WHAT NEEDS TO BE DONE:
Below are some records. Copy every line in them that holds "with".

TASK DATA:

- - - - - - -

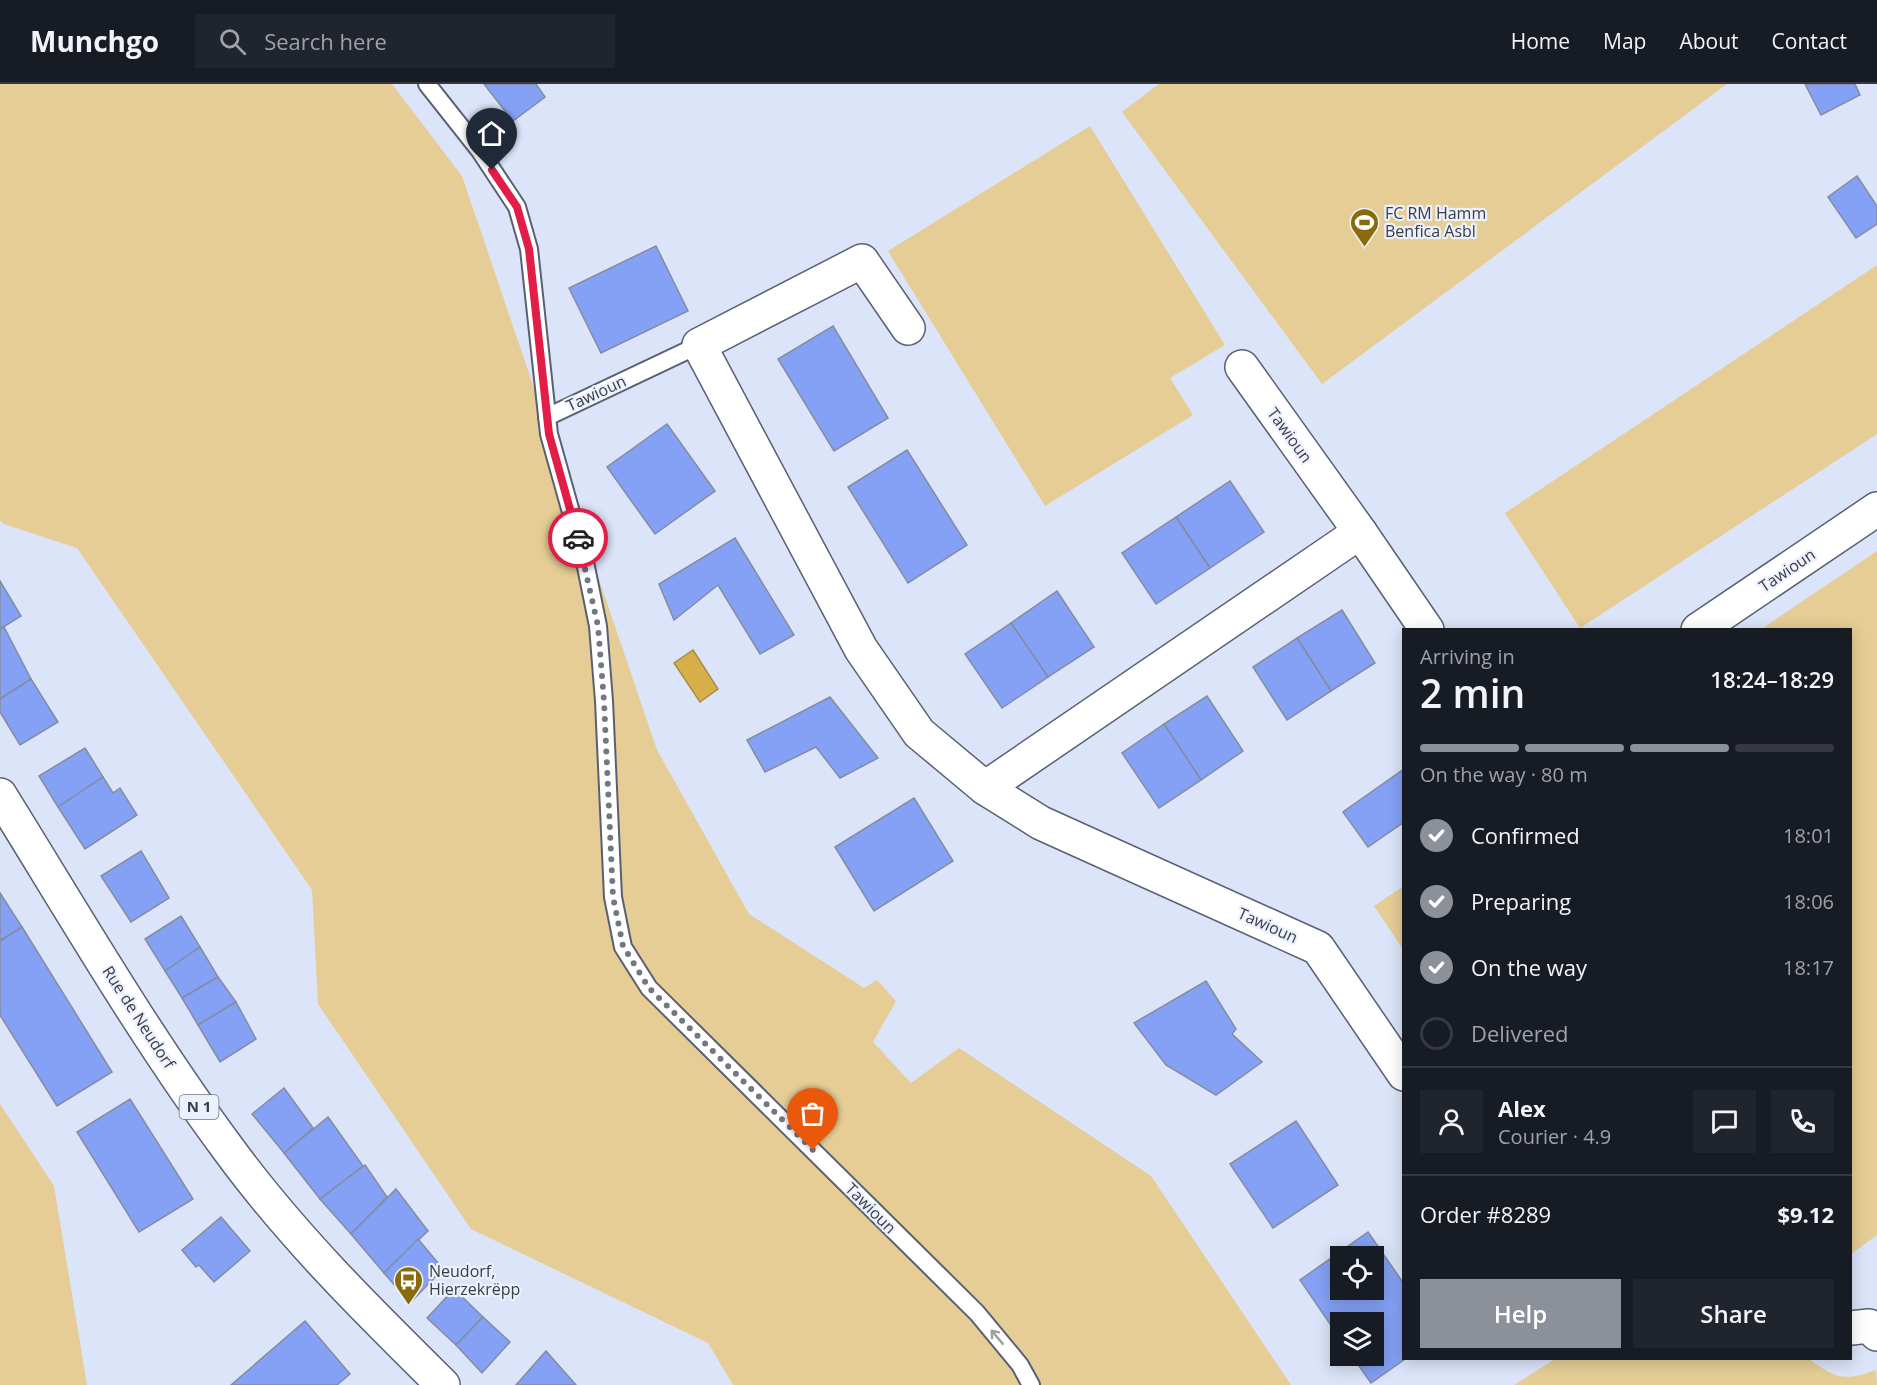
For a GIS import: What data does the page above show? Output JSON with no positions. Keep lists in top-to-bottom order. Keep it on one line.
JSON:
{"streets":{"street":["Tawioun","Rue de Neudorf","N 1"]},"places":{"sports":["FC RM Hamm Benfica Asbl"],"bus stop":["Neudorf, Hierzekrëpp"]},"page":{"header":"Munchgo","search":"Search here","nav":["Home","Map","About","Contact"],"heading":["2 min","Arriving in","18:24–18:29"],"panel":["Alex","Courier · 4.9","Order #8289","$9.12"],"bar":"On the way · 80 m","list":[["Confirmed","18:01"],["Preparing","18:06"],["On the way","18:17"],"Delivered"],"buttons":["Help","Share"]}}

- - - - - - -

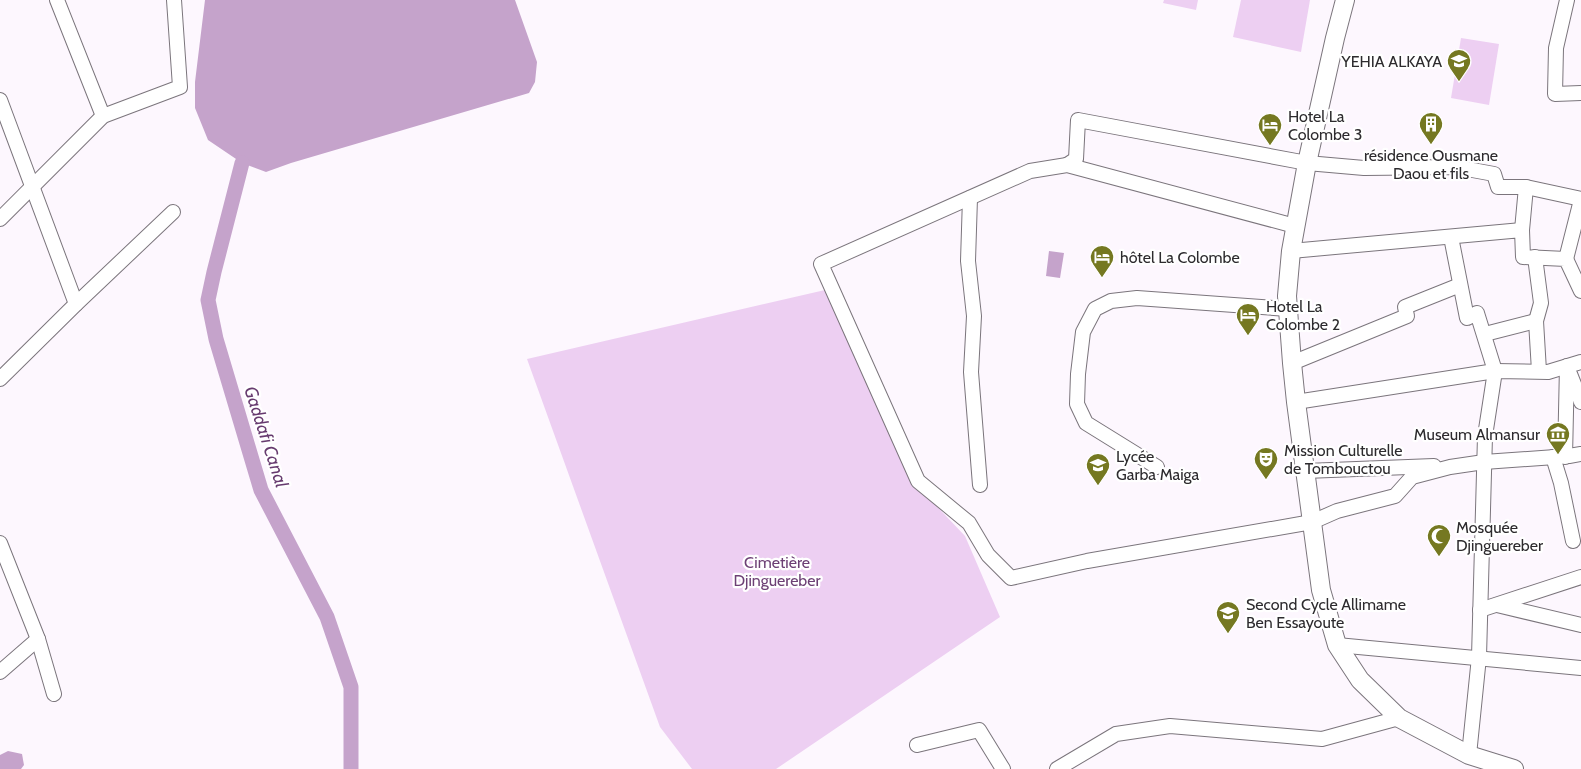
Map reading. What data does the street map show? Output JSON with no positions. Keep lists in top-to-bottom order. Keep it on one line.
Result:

- - - - - - -

COMPLETED EXERCISE:
For a GIS import: What data does the page above show? Output JSON with no positions. Keep lists in top-to-bottom order. Keep it on one line.
Map reading. What data does the street map show? Output JSON with no positions. Keep lists in top-to-bottom order. Keep it on one line.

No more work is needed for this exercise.